◆ Task brief: Pull every line from the records that has the word "List" in it.

◆ Study material:
-=-=-

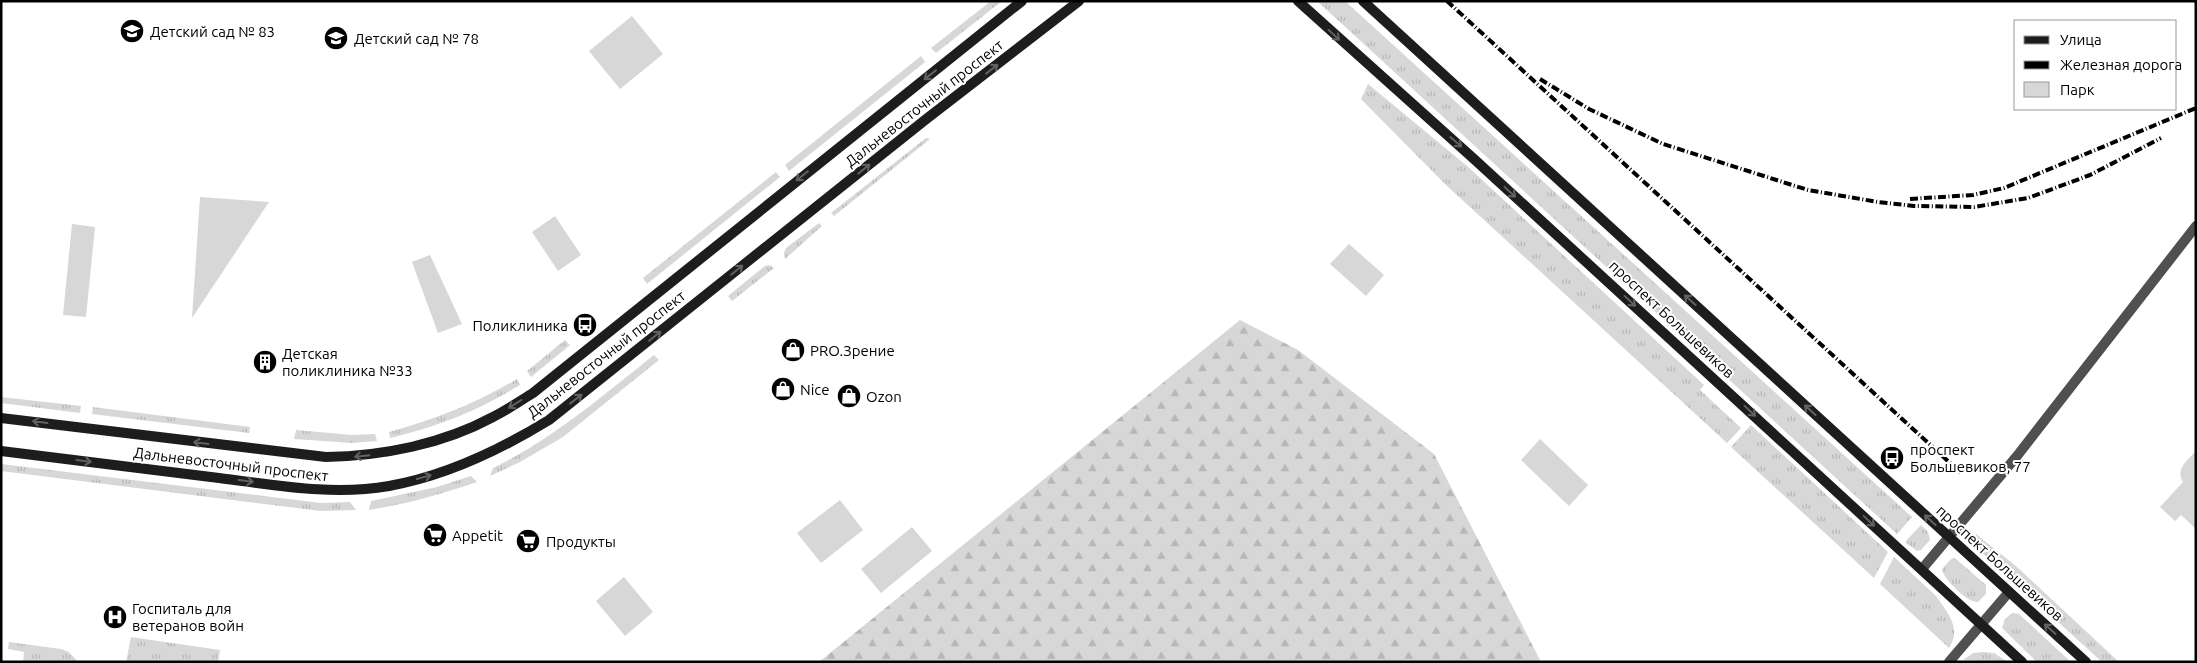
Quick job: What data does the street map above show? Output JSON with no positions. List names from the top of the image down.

-=-=-

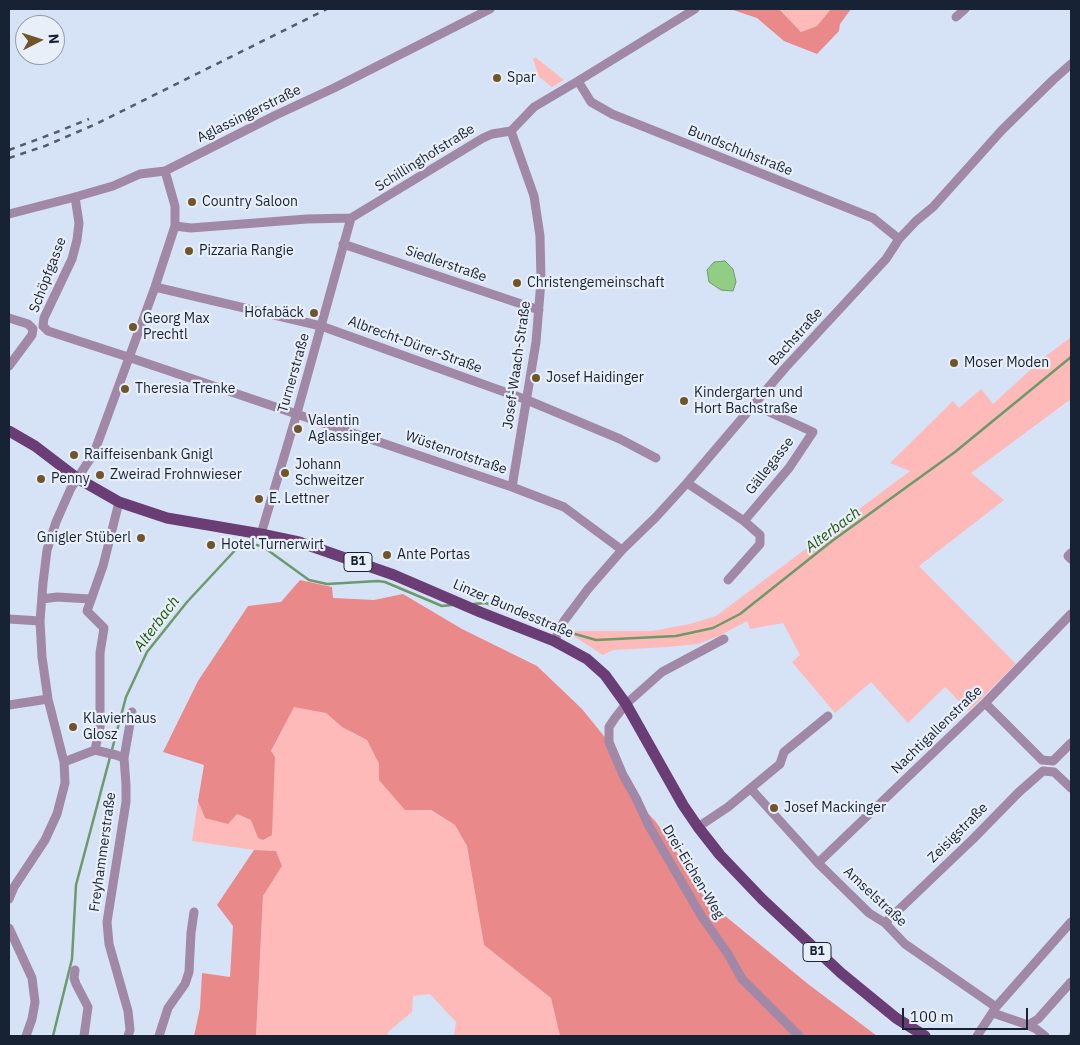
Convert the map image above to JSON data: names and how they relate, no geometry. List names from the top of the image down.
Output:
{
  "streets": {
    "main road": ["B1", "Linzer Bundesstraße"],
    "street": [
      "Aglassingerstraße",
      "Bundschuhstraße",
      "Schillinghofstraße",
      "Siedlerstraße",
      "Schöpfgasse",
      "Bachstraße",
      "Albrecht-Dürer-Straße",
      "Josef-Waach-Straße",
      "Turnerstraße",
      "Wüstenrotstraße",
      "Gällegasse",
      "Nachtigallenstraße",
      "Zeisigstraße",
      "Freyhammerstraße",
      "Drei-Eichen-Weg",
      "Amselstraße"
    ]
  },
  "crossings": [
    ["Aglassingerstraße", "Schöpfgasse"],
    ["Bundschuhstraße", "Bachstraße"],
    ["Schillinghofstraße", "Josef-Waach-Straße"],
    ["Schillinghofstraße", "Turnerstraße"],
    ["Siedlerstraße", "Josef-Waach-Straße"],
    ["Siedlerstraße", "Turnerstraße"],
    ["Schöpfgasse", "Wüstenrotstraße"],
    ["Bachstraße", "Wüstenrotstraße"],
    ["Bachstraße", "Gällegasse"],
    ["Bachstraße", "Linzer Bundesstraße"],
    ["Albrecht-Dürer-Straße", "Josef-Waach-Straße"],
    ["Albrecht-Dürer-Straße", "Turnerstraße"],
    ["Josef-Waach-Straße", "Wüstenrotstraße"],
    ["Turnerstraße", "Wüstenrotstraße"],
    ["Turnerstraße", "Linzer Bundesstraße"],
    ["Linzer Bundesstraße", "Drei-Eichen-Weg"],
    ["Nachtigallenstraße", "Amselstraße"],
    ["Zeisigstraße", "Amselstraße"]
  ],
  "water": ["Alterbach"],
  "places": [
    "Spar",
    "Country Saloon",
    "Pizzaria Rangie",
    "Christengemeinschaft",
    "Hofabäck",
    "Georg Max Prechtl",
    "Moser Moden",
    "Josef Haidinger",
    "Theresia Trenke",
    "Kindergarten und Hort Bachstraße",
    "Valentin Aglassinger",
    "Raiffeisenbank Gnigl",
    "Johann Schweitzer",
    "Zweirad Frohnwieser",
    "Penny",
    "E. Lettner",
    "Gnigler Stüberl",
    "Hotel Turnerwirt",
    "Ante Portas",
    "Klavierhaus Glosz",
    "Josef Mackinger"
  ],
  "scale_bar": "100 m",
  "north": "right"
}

-=-=-

◆ Answer section:
Quick job: What data does the street map above show? Output JSON with no positions. List names from the top of the image down.
Convert the map image above to JSON data: names and how they relate, no geometry. List names from the top of the image down.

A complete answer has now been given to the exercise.